Larry Persily. (Juneau Empire file photo)

Larry Persily. (Juneau Empire file photo)

Point of View: Some state lawmakers need to embrace reality, not PFD political theater

State revenues minus public services do not leave enough in the checkbook to pay an oversized dividend

It was a polar-opposite week in the Legislature. While the Senate Finance Committee was reviewing honest numbers about real budget needs hitting up against the limit of available state revenues, the House was debating whether the exalted Permanent Fund dividend belongs in the Alaska Constitution, putting the PFD above all else in life.

The Senate committee on Feb. 29 was doing the math, realizing the state would not have enough money for a fat dividend this year, no matter what the governor and too many legislators may pledge, promise and promote.

The senators listened as the Legislature’s fiscal analysts counted all of the expenses the governor left out of his proposed budget — on purpose, I suspect, to make the budget look smaller. Gov. Mike Dunleavy is not the first elected leader to play that game, though he is perfecting the tactic of blaming legislators for overspending.

The legislative budget analysts went through the big items not fully addressed in the governor’s budget and which lawmakers are considering adding to the spending plan. We’re not talking wishful local projects or unrealistic state dreams like a North Slope natural gas pipeline; the Senate committee counted down the cost of important public services missing from the governor’s budget.

Those include adequate state funding for school district operating costs, addressing school building construction and maintenance needs around Alaska, deferred maintenance expenses at the University of Alaska, covering a potential revenue shortfall for the state ferry system, public employee contract negotiations, financial assistance for the state’s neediest senior citizens, transmission line upgrades to accommodate more wind and solar projects serving homes and businesses from Fairbanks to the Kenai Peninsula, disaster and forest fire expenses — you get it, real needs.

The intent of most lawmakers this session is to balance the budget without pulling money from the state’s reserve fund, the more than 30-year-old account intended to cover spending when oil prices are really low.

Oil prices are not low, and the state has enough money to meet its needs, just as long as the governor, legislators and the public can accept the laws of math: State revenues minus public services do not leave enough in the checkbook to pay an oversized dividend.

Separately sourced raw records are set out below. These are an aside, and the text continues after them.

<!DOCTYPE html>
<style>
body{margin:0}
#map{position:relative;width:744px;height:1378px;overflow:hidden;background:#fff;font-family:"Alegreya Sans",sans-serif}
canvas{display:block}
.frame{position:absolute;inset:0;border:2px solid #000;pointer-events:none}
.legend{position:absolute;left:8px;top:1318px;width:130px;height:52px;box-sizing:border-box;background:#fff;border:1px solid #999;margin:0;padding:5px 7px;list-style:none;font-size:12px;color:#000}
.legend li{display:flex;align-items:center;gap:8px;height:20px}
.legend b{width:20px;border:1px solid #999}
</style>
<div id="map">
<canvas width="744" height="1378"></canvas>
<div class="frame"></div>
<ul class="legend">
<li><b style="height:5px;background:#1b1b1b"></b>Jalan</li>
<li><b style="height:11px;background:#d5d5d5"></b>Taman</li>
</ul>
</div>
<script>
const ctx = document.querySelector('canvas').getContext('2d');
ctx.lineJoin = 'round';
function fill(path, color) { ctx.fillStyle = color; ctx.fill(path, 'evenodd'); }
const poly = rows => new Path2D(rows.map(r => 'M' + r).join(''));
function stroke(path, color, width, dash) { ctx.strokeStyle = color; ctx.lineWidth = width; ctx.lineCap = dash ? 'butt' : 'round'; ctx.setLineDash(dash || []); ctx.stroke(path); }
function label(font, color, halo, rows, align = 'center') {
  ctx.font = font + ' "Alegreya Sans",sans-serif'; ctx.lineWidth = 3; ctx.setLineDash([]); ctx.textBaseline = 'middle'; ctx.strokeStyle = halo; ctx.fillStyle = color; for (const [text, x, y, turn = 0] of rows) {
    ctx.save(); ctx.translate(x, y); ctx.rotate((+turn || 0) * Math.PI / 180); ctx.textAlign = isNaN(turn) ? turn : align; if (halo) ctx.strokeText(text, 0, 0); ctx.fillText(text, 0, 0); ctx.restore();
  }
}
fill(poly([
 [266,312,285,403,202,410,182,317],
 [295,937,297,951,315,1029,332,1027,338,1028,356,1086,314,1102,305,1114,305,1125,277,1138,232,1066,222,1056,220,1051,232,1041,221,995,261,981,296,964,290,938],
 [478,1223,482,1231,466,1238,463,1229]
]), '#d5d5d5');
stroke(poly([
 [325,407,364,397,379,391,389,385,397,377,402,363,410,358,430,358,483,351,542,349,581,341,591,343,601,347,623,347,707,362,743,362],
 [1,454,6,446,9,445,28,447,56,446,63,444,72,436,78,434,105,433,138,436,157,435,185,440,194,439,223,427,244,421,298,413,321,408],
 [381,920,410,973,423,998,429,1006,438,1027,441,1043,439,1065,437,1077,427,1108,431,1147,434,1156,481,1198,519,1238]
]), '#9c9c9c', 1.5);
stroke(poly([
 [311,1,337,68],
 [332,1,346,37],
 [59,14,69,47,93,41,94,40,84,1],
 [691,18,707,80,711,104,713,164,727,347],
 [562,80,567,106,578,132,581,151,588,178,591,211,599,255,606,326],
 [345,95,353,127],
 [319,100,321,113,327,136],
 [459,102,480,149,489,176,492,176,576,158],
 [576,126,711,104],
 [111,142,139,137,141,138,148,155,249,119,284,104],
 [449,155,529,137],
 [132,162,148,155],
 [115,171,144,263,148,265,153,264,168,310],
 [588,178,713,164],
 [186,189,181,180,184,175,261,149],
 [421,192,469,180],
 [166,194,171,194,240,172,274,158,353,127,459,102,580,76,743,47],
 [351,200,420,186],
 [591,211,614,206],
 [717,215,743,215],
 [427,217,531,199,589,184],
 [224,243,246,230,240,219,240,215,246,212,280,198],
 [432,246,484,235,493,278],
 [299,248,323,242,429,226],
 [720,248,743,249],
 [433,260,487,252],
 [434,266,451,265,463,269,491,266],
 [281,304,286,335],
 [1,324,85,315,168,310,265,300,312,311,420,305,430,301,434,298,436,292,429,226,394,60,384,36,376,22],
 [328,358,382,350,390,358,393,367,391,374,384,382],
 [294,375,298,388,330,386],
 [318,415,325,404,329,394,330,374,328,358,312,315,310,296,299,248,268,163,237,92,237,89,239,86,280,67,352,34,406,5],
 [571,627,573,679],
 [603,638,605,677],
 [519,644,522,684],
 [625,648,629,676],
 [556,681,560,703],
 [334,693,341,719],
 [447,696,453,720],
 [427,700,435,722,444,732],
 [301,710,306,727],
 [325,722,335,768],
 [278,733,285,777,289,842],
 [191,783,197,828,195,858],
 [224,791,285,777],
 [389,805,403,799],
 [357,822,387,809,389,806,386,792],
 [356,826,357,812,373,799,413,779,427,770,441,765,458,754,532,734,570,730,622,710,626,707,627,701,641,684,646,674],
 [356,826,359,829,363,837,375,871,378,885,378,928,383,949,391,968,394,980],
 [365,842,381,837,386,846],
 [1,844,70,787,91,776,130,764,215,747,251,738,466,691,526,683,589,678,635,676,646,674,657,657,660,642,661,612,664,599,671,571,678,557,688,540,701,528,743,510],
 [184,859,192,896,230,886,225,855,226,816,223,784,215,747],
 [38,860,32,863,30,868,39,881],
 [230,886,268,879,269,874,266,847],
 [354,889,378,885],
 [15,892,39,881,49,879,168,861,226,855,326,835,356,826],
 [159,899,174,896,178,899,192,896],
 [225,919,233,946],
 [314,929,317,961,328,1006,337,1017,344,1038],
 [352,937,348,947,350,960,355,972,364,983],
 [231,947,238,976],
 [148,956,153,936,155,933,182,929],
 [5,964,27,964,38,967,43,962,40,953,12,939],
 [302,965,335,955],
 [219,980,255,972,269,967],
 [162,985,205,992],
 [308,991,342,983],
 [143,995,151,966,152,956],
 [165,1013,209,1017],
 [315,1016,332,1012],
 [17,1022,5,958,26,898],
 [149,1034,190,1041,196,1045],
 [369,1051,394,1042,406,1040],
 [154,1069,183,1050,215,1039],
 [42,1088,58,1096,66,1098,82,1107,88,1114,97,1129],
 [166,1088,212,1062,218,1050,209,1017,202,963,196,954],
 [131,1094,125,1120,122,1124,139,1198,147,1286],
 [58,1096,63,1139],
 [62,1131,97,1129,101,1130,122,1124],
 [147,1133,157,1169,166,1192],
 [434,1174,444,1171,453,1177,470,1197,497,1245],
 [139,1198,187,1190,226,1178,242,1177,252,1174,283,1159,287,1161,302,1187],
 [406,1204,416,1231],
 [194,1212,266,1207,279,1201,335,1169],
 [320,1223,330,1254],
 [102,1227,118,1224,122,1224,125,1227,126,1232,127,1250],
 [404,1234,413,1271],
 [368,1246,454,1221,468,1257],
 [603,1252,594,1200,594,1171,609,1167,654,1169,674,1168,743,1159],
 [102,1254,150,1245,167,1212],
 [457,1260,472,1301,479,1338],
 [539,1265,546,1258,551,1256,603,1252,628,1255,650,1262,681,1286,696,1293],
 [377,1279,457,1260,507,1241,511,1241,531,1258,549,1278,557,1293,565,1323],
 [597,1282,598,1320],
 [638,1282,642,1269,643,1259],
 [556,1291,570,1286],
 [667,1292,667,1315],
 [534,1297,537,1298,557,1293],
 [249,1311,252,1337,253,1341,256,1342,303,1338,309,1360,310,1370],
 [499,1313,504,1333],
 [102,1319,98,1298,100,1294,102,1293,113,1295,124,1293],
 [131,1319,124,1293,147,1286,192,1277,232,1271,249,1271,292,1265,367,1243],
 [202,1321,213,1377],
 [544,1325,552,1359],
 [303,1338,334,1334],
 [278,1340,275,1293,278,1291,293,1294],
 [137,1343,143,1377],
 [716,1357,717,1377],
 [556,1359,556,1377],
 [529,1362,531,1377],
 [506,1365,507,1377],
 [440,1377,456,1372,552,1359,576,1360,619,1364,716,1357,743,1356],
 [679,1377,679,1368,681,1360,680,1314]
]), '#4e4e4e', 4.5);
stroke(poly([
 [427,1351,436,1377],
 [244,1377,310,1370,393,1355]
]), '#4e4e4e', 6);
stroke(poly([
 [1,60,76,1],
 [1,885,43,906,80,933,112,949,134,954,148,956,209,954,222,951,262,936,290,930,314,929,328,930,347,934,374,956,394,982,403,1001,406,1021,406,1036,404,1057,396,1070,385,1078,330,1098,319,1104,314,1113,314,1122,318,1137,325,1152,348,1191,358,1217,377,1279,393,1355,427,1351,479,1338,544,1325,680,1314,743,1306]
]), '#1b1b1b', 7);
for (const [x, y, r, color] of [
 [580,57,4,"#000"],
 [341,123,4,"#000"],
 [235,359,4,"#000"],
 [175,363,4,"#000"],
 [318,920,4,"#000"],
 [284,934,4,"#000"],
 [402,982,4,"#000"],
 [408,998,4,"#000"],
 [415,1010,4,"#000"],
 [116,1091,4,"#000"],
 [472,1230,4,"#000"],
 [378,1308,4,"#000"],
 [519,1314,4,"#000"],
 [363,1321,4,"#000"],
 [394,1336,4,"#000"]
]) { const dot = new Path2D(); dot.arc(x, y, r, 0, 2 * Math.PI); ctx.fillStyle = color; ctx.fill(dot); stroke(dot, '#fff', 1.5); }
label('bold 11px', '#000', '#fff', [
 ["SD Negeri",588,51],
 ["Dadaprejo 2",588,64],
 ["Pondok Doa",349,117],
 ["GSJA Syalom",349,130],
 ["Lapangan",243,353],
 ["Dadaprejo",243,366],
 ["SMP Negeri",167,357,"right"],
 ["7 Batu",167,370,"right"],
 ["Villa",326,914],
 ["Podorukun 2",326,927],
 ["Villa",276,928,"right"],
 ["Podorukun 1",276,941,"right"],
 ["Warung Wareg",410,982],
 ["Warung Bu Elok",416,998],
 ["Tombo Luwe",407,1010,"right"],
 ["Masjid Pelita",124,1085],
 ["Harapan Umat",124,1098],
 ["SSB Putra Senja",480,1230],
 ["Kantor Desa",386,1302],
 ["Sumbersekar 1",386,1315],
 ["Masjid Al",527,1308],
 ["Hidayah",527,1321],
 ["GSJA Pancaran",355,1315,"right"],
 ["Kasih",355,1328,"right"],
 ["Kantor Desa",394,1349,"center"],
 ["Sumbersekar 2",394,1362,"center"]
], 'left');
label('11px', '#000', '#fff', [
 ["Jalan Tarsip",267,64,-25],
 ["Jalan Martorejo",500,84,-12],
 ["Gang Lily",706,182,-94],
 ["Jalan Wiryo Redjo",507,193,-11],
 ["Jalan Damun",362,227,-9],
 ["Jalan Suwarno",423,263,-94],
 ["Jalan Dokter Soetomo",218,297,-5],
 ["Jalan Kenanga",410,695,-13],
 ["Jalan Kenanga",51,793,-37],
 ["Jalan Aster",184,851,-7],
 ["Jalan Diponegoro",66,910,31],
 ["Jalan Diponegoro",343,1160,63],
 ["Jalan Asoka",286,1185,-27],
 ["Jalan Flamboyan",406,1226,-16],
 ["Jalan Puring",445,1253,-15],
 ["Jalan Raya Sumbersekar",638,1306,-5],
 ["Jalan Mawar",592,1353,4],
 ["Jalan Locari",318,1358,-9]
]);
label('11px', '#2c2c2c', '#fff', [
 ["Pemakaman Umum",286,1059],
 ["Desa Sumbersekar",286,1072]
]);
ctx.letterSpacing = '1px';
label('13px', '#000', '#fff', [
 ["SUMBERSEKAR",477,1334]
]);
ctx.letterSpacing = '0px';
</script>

Yet, while the Senate Finance Committee was going over the numbers and realizing that this year’s PFD might be around $1,300, same as last year, or maybe even a little less, depending on other budget priorities, the House was debating whether voters should get a chance to add the PFD to the state constitution. And not an affordable dividend — some of the debate advocated for a payment two to three times last year’s payment.

It was a theoretical — or theatrical — debate in the House. Even if the chamber voted to put the constitutional amendment on the November statewide ballot, a majority of the Senate has no interest in such misleading and deceitful politics. It takes both bodies to advance the measure.

“There’s a little bit of a disconnect there,” Senate Finance Co-Chair Bert Stedman said of the House debate over enshrining a large dividend in the constitution.

The Sitka senator said he scheduled the committee presentation by legislative budget analysts so that his colleagues could see the math: “The financial obligations faced exceed the revenue.” And that’s even before lawmakers consider all of the requests flowing into their offices from communities across the state.

Until Alaska gets its lust for the dividend under control, it will be difficult for elected officials to focus more attention on what the state needs rather than what some people want in their own hands and which too many candidates are eager to promise.

Larry Persily is a longtime Alaska journalist, with breaks for federal, state and municipal public policy work in Alaska and Washington, D.C. He lives in Anchorage and is publisher of the Wrangell Sentinel weekly newspaper.